In his project at Galeria Graça Brandão, Miguel Soares simulates moments of a hypothetical nearby future, borrowing certain ideas from More’s Utopia and Joachim of Fiore’s Three Ages, as well as from the Portuguese “utopic tradition” (Luís de Camões, António Vieira, Fernando Pessoa); together with elements taken from the eschatology of some of the main religions, assembling them with the more recent ideas of Technological Singularity (Stanislaw Ulam, Vernor Vinge, Ray Kurzweil), and the Simulation Hypothesis (Bostrom’s trilemma), which has ancient roots in Plato’s Allegory of the Cave.
Will the progressive automation and replacement of human labour by machines be capable of setting the human being free, rendering obsolete the entire economical and political systems, and even the conception of State?
The Technological Singularity suggests that between 2040 and 2045 the future development of Artificial Intelligence may originate an exponential event in which machines build other, more perfect machines, in a progression that will evade human beings’ immediate understanding.
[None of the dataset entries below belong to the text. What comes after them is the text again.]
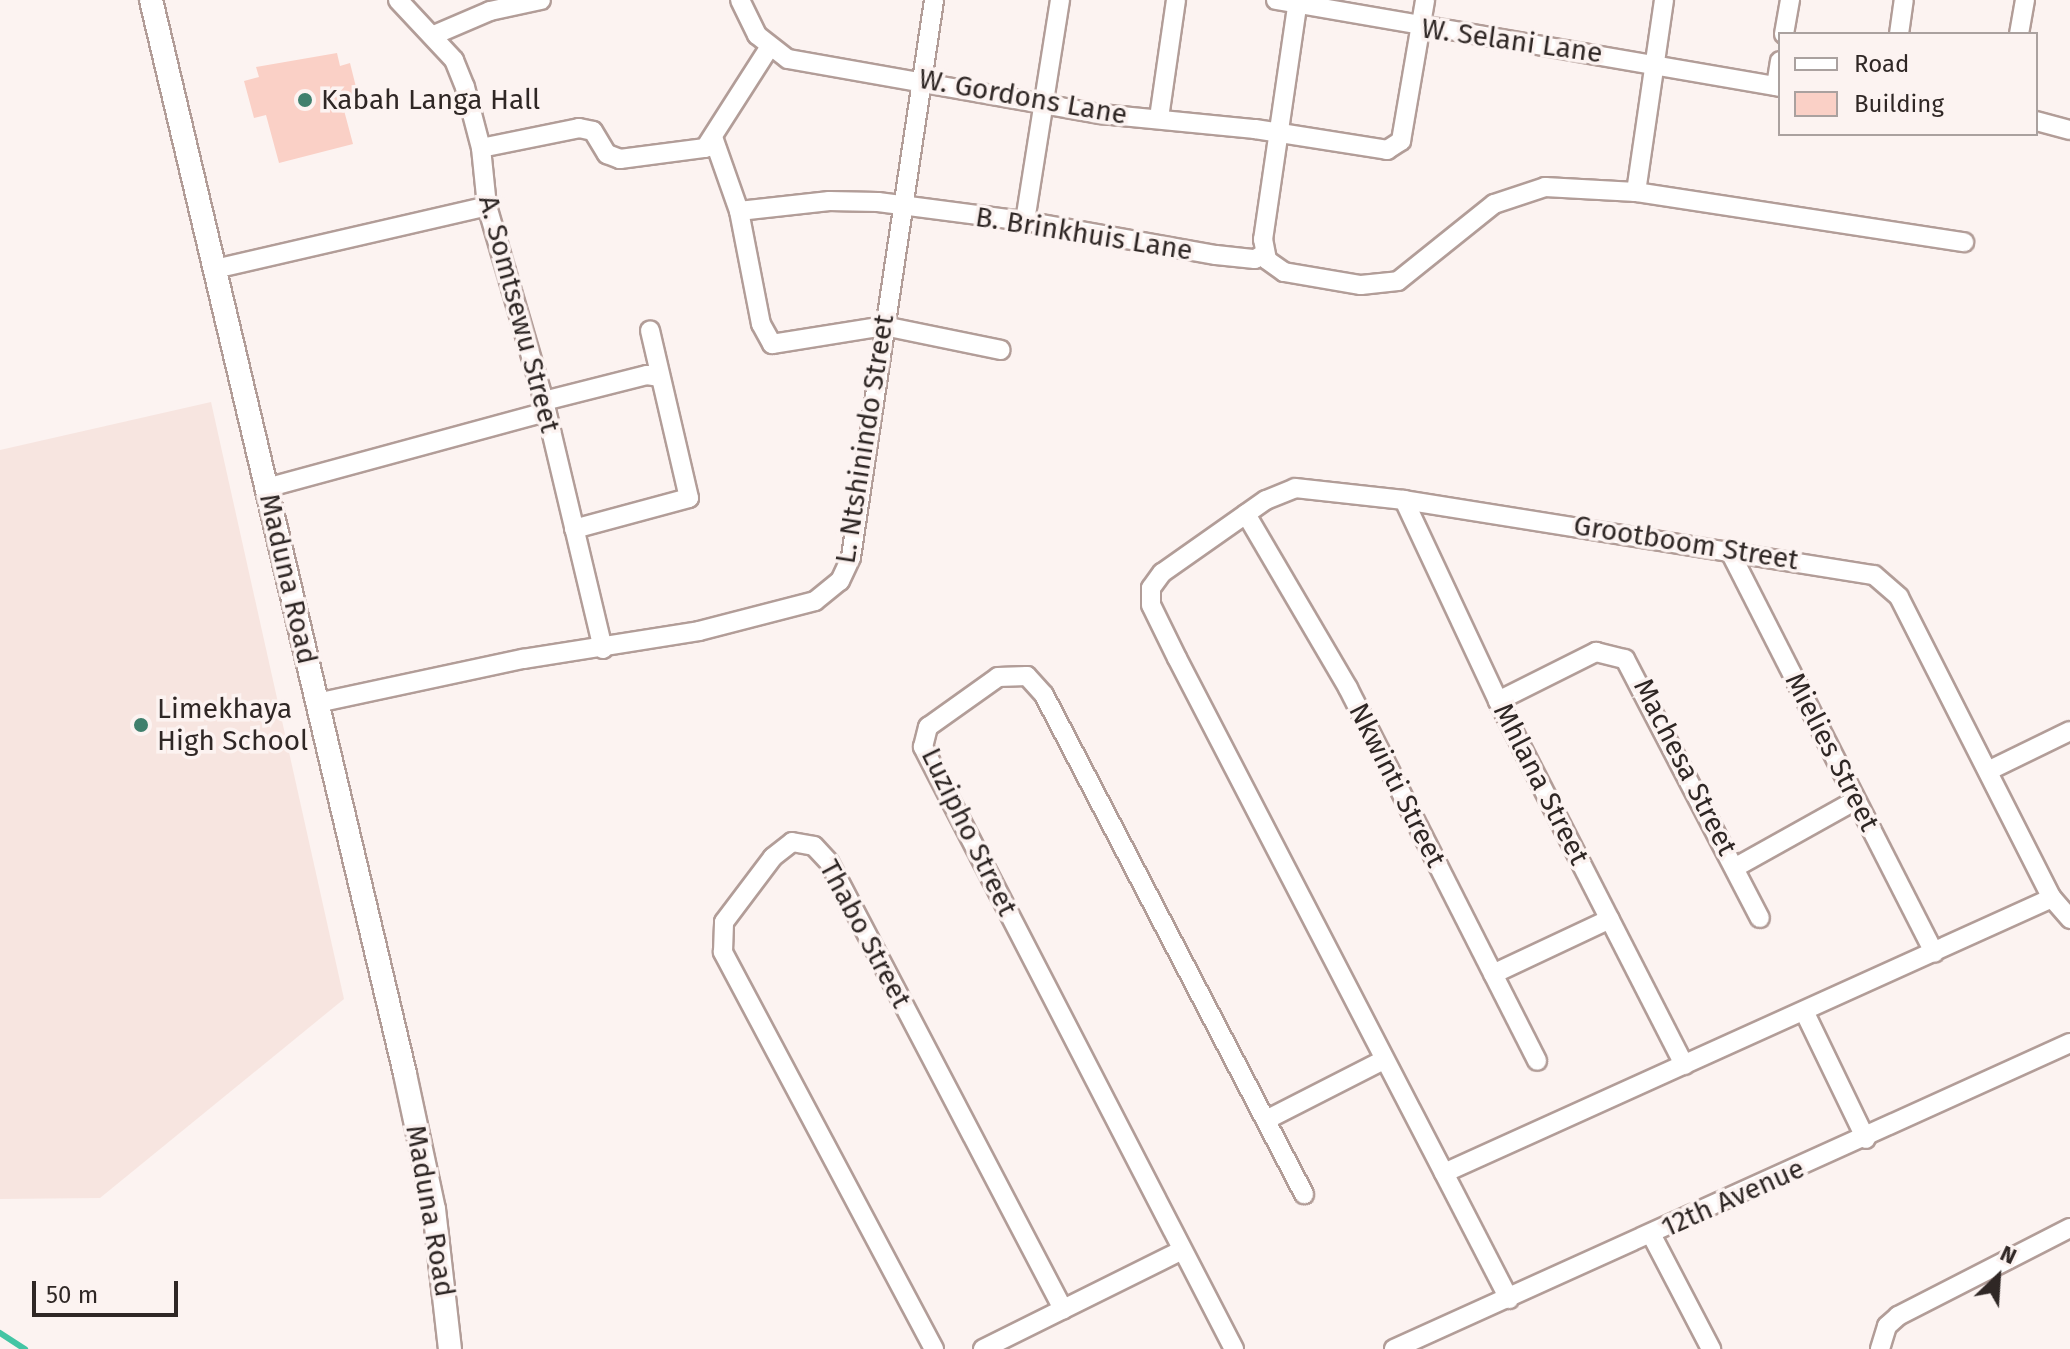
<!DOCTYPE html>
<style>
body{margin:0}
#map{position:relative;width:2070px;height:1349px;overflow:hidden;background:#fcf3f1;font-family:"Fira Sans",sans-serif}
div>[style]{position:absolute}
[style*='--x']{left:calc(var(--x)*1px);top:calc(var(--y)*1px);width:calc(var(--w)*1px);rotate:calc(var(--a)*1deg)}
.built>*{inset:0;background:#f7e5e0}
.stream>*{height:6px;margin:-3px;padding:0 3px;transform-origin:3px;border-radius:3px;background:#44c5a4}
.building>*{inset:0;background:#fad0c6}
.roads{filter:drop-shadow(2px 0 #b29d98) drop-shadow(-2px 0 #b29d98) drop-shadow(0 2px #b29d98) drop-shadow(0 -2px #b29d98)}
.minor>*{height:18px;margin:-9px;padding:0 9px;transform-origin:9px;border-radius:9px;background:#fff}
.tertiary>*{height:22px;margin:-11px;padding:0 11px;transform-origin:11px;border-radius:11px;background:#fff}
.dots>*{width:22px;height:22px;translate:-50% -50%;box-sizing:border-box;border:4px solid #fcf3f1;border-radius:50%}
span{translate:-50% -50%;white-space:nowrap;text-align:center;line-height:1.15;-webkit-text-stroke:7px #fcf3f1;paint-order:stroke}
.street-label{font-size:28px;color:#2f2725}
.poi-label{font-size:28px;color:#2f2725}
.left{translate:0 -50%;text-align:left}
.legend{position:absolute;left:1778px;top:32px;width:260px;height:104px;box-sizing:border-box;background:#fcf3f1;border:2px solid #aaa19f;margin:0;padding:10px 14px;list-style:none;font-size:24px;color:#2f2725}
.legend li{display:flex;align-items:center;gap:16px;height:40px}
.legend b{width:40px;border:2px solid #aaa19f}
.north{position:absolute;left:1958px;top:1237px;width:80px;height:80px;-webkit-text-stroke:6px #fcf3f1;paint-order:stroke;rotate:25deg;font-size:22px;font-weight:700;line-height:32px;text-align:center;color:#2f2725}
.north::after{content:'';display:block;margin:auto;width:28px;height:36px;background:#2f2725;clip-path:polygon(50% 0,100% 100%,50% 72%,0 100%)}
.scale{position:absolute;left:32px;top:1281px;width:146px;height:36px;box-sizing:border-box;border:4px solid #2f2725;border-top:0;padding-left:10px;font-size:24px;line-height:28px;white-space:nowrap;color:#2f2725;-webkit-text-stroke:6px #fcf3f1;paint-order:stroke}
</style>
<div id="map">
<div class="built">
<i style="clip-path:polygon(211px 402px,344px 999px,100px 1198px,0 1199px,0 450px)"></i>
</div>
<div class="stream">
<i style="--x:0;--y:1333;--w:30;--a:33"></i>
</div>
<div class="building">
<i style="clip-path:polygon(337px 53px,340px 66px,350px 63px,358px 95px,341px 99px,353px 144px,279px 163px,266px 115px,254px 118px,244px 81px,259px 77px,256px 67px)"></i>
</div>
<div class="roads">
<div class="minor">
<i style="--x:398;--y:0;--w:82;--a:47"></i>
<i style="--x:454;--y:60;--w:29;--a:68"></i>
<i style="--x:465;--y:87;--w:63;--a:75.3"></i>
<i style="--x:481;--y:148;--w:58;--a:84.1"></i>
<i style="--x:487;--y:206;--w:203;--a:73.7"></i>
<i style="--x:544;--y:401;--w:255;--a:76.6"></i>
<i style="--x:740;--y:0;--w:39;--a:64"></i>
<i style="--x:757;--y:35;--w:39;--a:38"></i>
<i style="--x:788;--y:59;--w:318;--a:10"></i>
<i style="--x:1101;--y:114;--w:155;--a:5.6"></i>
<i style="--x:1255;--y:129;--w:134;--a:9"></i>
<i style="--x:1387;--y:150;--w:17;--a:-33"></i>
<i style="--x:1401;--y:141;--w:143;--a:-80.3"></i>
<i style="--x:1276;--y:0;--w:511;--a:9.79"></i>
<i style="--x:1298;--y:0;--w:242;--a:98.3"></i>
<i style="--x:1263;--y:239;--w:21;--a:79"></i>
<i style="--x:1267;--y:260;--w:21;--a:35"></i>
<i style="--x:1284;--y:272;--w:78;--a:9.6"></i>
<i style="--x:1361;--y:285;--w:37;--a:-6"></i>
<i style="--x:1398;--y:281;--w:123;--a:-38.7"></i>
<i style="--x:1494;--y:204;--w:54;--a:-18.4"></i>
<i style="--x:1545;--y:187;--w:91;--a:3.1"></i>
<i style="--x:1636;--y:192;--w:332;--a:8.7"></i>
<i style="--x:1784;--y:34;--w:35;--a:-80"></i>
<i style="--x:1899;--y:34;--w:34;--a:-82"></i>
<i style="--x:2019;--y:34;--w:35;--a:-80"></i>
<i style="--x:434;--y:35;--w:61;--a:-23.2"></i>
<i style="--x:490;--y:11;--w:52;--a:-12.2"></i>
<i style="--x:1776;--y:86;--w:25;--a:-81"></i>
<i style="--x:1159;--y:118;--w:119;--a:-81.8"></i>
<i style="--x:2036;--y:121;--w:35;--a:15"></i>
<i style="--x:714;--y:140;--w:75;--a:70.6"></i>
<i style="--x:739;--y:211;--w:115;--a:79"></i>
<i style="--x:761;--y:324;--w:23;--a:61"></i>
<i style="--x:772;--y:344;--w:113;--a:-9.1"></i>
<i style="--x:884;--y:326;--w:119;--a:11.6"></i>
<i style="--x:481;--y:148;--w:100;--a:-11.5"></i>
<i style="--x:579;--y:128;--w:14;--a:12"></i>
<i style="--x:593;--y:131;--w:27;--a:59"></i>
<i style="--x:607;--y:154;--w:14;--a:21"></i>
<i style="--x:620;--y:159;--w:86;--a:-7.4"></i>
<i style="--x:705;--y:148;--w:119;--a:-57.4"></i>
<i style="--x:1636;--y:192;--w:194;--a:-81.7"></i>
<i style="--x:739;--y:211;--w:91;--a:-6.3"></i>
<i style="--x:829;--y:201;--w:49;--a:1.2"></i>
<i style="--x:878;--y:202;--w:148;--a:7.4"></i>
<i style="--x:1025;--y:221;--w:194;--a:10.1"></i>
<i style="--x:1216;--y:255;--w:39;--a:6"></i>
<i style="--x:1255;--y:259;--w:10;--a:-29"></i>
<i style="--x:1025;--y:221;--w:224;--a:-81"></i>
<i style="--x:215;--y:269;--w:279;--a:-13"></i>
<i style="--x:544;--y:401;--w:106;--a:-14.2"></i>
<i style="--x:647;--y:375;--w:13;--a:9"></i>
<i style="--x:266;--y:488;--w:290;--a:-15.2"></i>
<i style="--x:1404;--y:500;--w:222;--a:64.9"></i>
<i style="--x:1498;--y:701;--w:409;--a:62.9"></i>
<i style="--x:1246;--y:514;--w:202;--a:59.6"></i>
<i style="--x:1348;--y:688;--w:418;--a:63.1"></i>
<i style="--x:574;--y:529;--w:119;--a:-15.1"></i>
<i style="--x:689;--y:498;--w:172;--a:-103.1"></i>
<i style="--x:1729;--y:550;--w:452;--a:63"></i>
<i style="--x:1498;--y:701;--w:110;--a:-26.6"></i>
<i style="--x:1596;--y:652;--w:30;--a:14"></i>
<i style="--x:1625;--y:659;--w:292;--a:62.5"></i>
<i style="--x:317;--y:703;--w:211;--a:-12.1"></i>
<i style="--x:523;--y:659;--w:178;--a:-9"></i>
<i style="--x:699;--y:631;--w:120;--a:-14.5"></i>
<i style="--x:815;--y:601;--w:32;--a:-39"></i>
<i style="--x:840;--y:581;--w:26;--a:-65"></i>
<i style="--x:851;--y:557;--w:563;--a:-81.52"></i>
<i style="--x:1988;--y:771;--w:91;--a:-26"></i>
<i style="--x:1736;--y:867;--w:137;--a:-29.2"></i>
<i style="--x:2052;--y:898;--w:667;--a:155.66"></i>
<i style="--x:1444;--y:1173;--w:580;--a:-117.4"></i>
<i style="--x:1177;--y:658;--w:59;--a:-116.1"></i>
<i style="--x:1151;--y:605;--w:17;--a:-90"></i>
<i style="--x:1151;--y:588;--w:19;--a:-54"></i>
<i style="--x:1162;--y:573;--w:127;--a:-35.1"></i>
<i style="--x:1266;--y:500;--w:31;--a:-22"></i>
<i style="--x:1295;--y:488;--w:110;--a:6.3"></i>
<i style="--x:1404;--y:500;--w:476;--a:9.1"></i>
<i style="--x:1874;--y:575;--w:33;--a:41"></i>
<i style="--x:1899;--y:597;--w:338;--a:63.1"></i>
<i style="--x:2052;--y:898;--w:28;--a:49"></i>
<i style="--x:1493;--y:974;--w:129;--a:-25.2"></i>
<i style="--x:1804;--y:1011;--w:142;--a:64.2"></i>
<i style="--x:1266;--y:1120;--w:132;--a:-27"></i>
<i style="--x:1444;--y:1173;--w:142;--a:62.7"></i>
<i style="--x:1651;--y:1234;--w:130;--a:62.4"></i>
<i style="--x:934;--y:1349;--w:450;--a:-118"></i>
<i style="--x:723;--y:952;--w:30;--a:-88"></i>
<i style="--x:724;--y:922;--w:81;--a:-53"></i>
<i style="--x:773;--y:857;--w:24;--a:-38"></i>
<i style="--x:792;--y:842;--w:22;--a:10"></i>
<i style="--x:814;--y:846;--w:22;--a:47"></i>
<i style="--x:829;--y:862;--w:505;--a:62.37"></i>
<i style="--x:983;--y:1349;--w:222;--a:-26.4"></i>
<i style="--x:1234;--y:1349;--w:678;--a:-117.32"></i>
<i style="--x:923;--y:747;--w:21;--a:-76"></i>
<i style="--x:928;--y:727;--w:86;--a:-35.5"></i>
<i style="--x:998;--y:677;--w:29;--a:-2"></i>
<i style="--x:1027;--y:676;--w:25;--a:48"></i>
<i style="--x:1044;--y:695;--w:563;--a:62.48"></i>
<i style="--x:1394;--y:1349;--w:742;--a:-24.35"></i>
<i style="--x:1880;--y:1349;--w:24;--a:-73"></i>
<i style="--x:1887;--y:1326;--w:15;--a:-42"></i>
<i style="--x:1898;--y:1316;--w:193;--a:-27.1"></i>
</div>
<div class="tertiary">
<i style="--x:151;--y:0;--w:1104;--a:76.69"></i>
<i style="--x:405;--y:1074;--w:138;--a:77.9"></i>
<i style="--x:434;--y:1209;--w:141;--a:83.5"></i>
</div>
</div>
<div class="dots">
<i style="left:305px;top:100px;background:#40806d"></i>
<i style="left:141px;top:725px;background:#40806d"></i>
</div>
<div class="street-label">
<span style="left:1512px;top:41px;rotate:8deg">W. Selani Lane</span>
<span style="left:1023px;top:97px;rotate:10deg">W. Gordons Lane</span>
<span style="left:1084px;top:234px;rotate:9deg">B. Brinkhuis Lane</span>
<span style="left:519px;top:314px;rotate:75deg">A. Somtsewu Street</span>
<span style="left:865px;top:439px;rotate:-81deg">L. Ntshinindo Street</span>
<span style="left:1686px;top:543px;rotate:9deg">Grootboom Street</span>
<span style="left:288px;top:579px;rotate:77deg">Maduna Road</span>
<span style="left:1832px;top:752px;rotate:63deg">Mielies Street</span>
<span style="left:1685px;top:767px;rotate:63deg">Machesa Street</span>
<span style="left:1541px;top:784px;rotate:63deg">Mhlana Street</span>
<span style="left:1397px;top:785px;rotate:63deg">Nkwinti Street</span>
<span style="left:969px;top:832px;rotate:64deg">Luzipho Street</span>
<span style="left:865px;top:934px;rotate:62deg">Thabo Street</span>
<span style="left:1733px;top:1198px;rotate:-24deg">12th Avenue</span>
<span style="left:430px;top:1211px;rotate:80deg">Maduna Road</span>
</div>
<div class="poi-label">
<span class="left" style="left:321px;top:100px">Kabah Langa Hall</span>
<span class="left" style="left:157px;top:725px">Limekhaya<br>High School</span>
</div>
<ul class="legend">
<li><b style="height:10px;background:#fff"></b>Road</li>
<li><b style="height:22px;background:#fad0c6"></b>Building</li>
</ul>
<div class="north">N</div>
<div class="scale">50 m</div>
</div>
Soon after, in 2048, it will be the centenary of George Orwell’s 1984. According to Miguel Soares’ proposal, articulated around an animation video and a set of images, this movement will create a sort of “machine of the world” capable of looking after and nourishing each human and managing the resources of the planet.
Is capitalism and competition only a tool, the only tool, to reach such goal? Could this succession of events generate an evolutionary leap in the human being, allowing for each person to find, for instance, their natural vocation?